TASK INSTRUCTIONS: The output must match the entries below exactly.

---

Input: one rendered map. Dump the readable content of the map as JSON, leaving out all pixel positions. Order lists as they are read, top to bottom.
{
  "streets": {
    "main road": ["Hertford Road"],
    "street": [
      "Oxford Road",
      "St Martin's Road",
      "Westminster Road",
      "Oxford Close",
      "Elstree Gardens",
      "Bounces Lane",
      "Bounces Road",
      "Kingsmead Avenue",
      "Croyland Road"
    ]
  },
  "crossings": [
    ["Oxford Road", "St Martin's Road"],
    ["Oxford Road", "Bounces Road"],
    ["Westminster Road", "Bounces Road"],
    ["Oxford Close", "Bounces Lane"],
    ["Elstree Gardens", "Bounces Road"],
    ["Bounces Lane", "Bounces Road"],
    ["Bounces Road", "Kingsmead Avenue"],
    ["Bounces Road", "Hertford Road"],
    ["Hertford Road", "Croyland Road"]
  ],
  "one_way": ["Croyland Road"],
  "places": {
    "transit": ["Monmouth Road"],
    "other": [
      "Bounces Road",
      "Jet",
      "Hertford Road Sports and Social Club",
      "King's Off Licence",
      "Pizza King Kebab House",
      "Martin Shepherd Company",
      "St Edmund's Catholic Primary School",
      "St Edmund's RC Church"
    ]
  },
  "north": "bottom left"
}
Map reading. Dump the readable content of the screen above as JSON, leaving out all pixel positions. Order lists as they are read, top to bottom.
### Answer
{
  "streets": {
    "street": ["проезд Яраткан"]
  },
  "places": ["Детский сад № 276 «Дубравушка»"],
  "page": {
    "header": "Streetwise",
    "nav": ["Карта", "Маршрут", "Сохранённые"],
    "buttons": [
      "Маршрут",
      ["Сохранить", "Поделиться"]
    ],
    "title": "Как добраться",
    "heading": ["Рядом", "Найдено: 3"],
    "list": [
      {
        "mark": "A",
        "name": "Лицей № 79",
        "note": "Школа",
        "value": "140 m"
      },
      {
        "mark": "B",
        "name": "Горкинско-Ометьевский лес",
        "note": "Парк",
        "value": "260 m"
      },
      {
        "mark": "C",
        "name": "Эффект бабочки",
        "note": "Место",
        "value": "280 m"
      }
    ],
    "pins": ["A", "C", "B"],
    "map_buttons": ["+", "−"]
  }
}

---

REPLY TO THE EXERCISE:
Input: one rendered map. Dump the readable content of the map as JSON, leaving out all pixel positions. Order lists as they are read, top to bottom.
{
  "streets": {
    "main road": ["Hertford Road"],
    "street": [
      "Oxford Road",
      "St Martin's Road",
      "Westminster Road",
      "Oxford Close",
      "Elstree Gardens",
      "Bounces Lane",
      "Bounces Road",
      "Kingsmead Avenue",
      "Croyland Road"
    ]
  },
  "crossings": [
    ["Oxford Road", "St Martin's Road"],
    ["Oxford Road", "Bounces Road"],
    ["Westminster Road", "Bounces Road"],
    ["Oxford Close", "Bounces Lane"],
    ["Elstree Gardens", "Bounces Road"],
    ["Bounces Lane", "Bounces Road"],
    ["Bounces Road", "Kingsmead Avenue"],
    ["Bounces Road", "Hertford Road"],
    ["Hertford Road", "Croyland Road"]
  ],
  "one_way": ["Croyland Road"],
  "places": {
    "transit": ["Monmouth Road"],
    "other": [
      "Bounces Road",
      "Jet",
      "Hertford Road Sports and Social Club",
      "King's Off Licence",
      "Pizza King Kebab House",
      "Martin Shepherd Company",
      "St Edmund's Catholic Primary School",
      "St Edmund's RC Church"
    ]
  },
  "north": "bottom left"
}
Map reading. Dump the readable content of the screen above as JSON, leaving out all pixel positions. Order lists as they are read, top to bottom.
### Answer
{
  "streets": {
    "street": ["проезд Яраткан"]
  },
  "places": ["Детский сад № 276 «Дубравушка»"],
  "page": {
    "header": "Streetwise",
    "nav": ["Карта", "Маршрут", "Сохранённые"],
    "buttons": [
      "Маршрут",
      ["Сохранить", "Поделиться"]
    ],
    "title": "Как добраться",
    "heading": ["Рядом", "Найдено: 3"],
    "list": [
      {
        "mark": "A",
        "name": "Лицей № 79",
        "note": "Школа",
        "value": "140 m"
      },
      {
        "mark": "B",
        "name": "Горкинско-Ометьевский лес",
        "note": "Парк",
        "value": "260 m"
      },
      {
        "mark": "C",
        "name": "Эффект бабочки",
        "note": "Место",
        "value": "280 m"
      }
    ],
    "pins": ["A", "C", "B"],
    "map_buttons": ["+", "−"]
  }
}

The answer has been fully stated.